Only the number should be given: how many lines below contain "Ветеранов".

_Data records_
--------------------------------

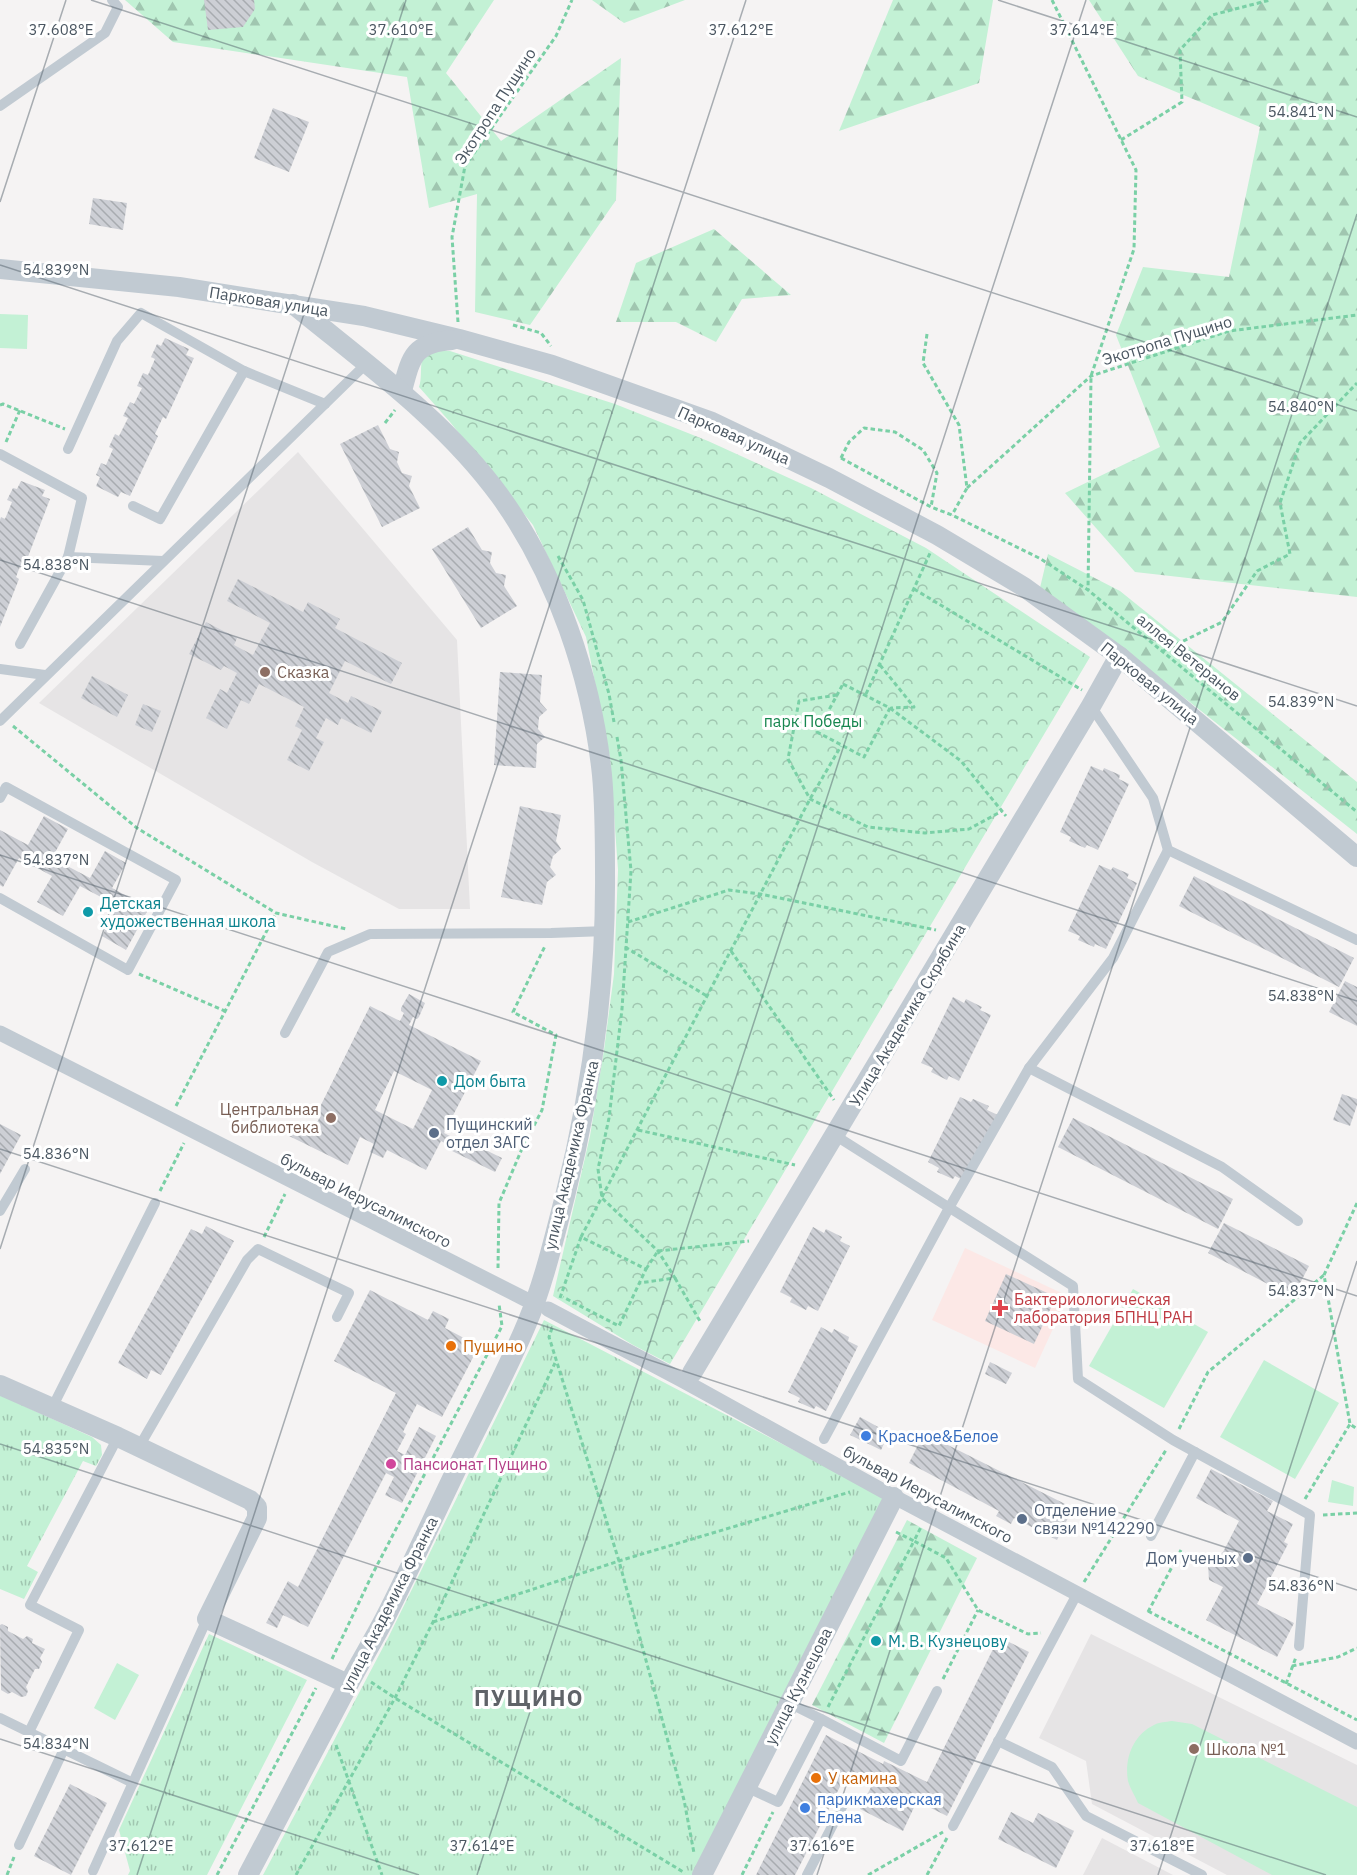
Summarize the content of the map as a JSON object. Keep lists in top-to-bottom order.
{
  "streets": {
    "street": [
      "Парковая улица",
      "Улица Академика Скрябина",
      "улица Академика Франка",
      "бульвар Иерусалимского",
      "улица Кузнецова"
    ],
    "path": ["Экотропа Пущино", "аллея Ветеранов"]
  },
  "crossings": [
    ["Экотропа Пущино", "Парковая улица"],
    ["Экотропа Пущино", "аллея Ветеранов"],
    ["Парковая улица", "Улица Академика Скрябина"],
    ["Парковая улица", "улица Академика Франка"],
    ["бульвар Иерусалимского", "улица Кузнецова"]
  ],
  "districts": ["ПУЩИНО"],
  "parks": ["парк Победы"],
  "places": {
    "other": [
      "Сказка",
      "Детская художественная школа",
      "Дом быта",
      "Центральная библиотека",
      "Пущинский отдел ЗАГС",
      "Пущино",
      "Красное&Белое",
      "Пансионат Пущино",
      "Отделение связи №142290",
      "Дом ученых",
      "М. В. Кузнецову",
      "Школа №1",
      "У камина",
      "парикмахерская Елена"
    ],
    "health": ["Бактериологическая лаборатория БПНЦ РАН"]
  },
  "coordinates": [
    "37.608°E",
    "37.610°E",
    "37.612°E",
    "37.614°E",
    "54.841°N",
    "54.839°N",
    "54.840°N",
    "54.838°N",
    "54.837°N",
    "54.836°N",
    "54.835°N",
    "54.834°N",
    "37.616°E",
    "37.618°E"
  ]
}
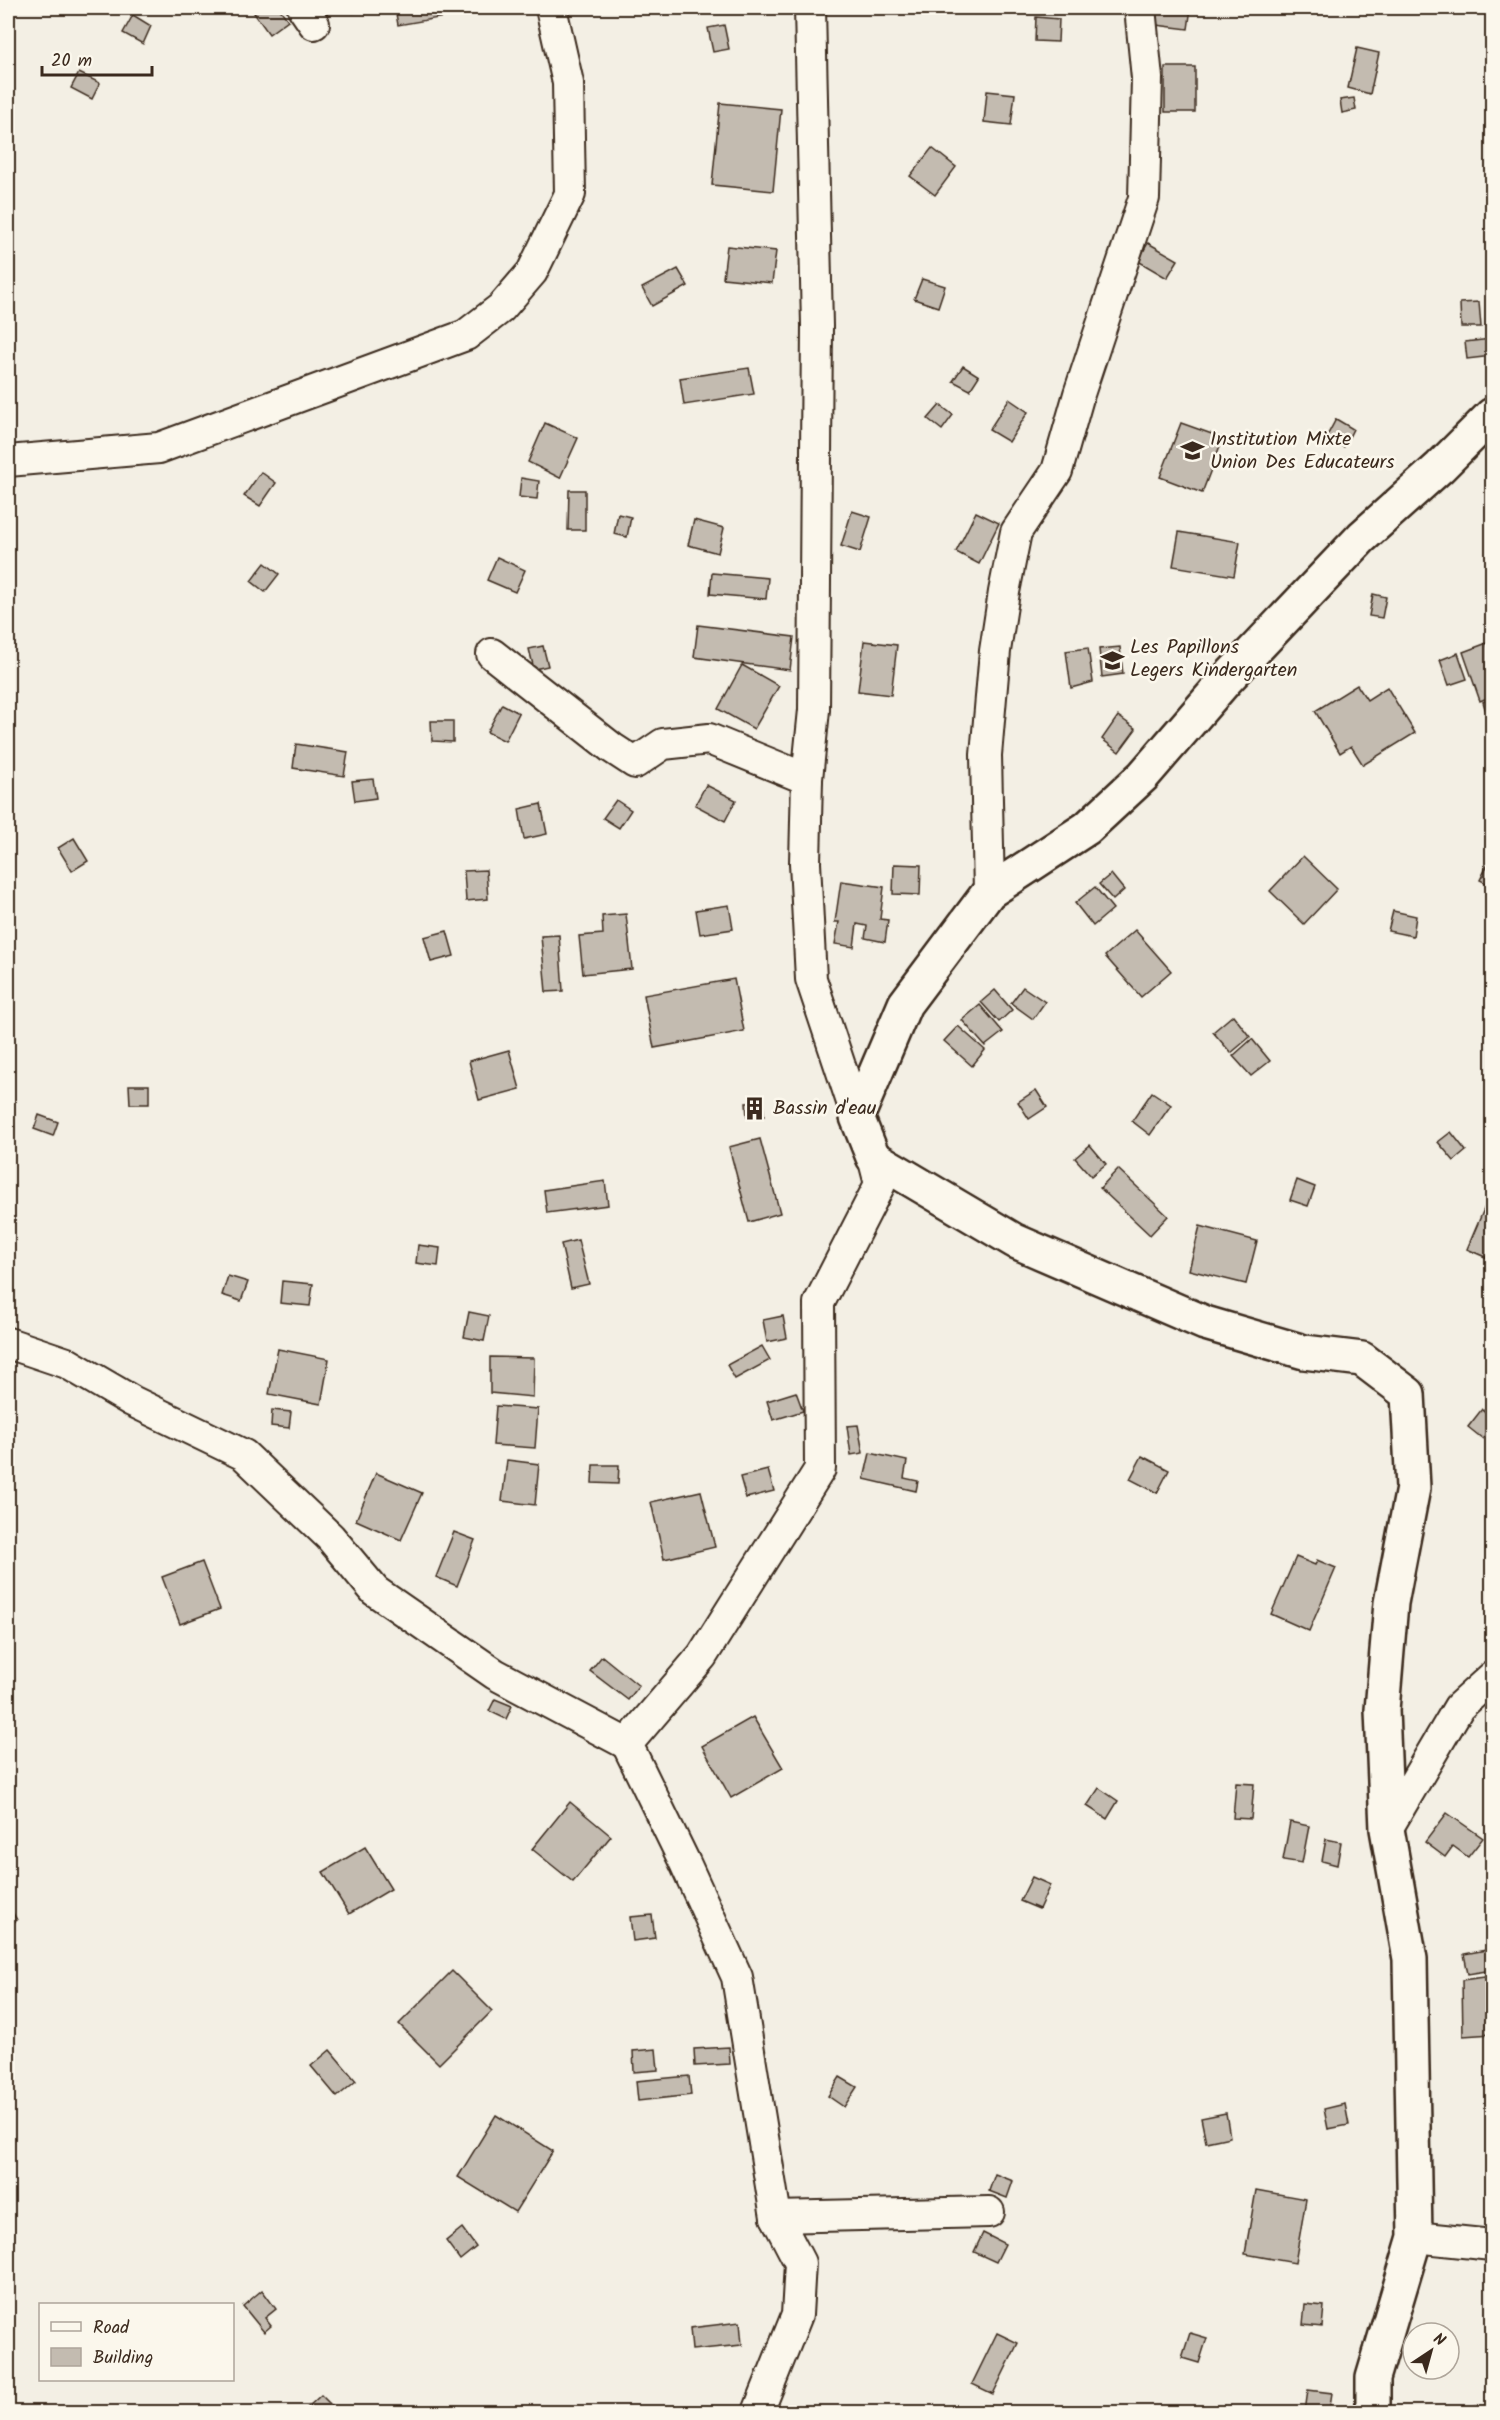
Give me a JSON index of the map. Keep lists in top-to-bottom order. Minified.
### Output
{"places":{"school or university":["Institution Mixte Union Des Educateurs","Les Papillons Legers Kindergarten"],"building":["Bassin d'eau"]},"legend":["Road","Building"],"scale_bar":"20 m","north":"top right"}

--------------------------------

_Exercise output_
2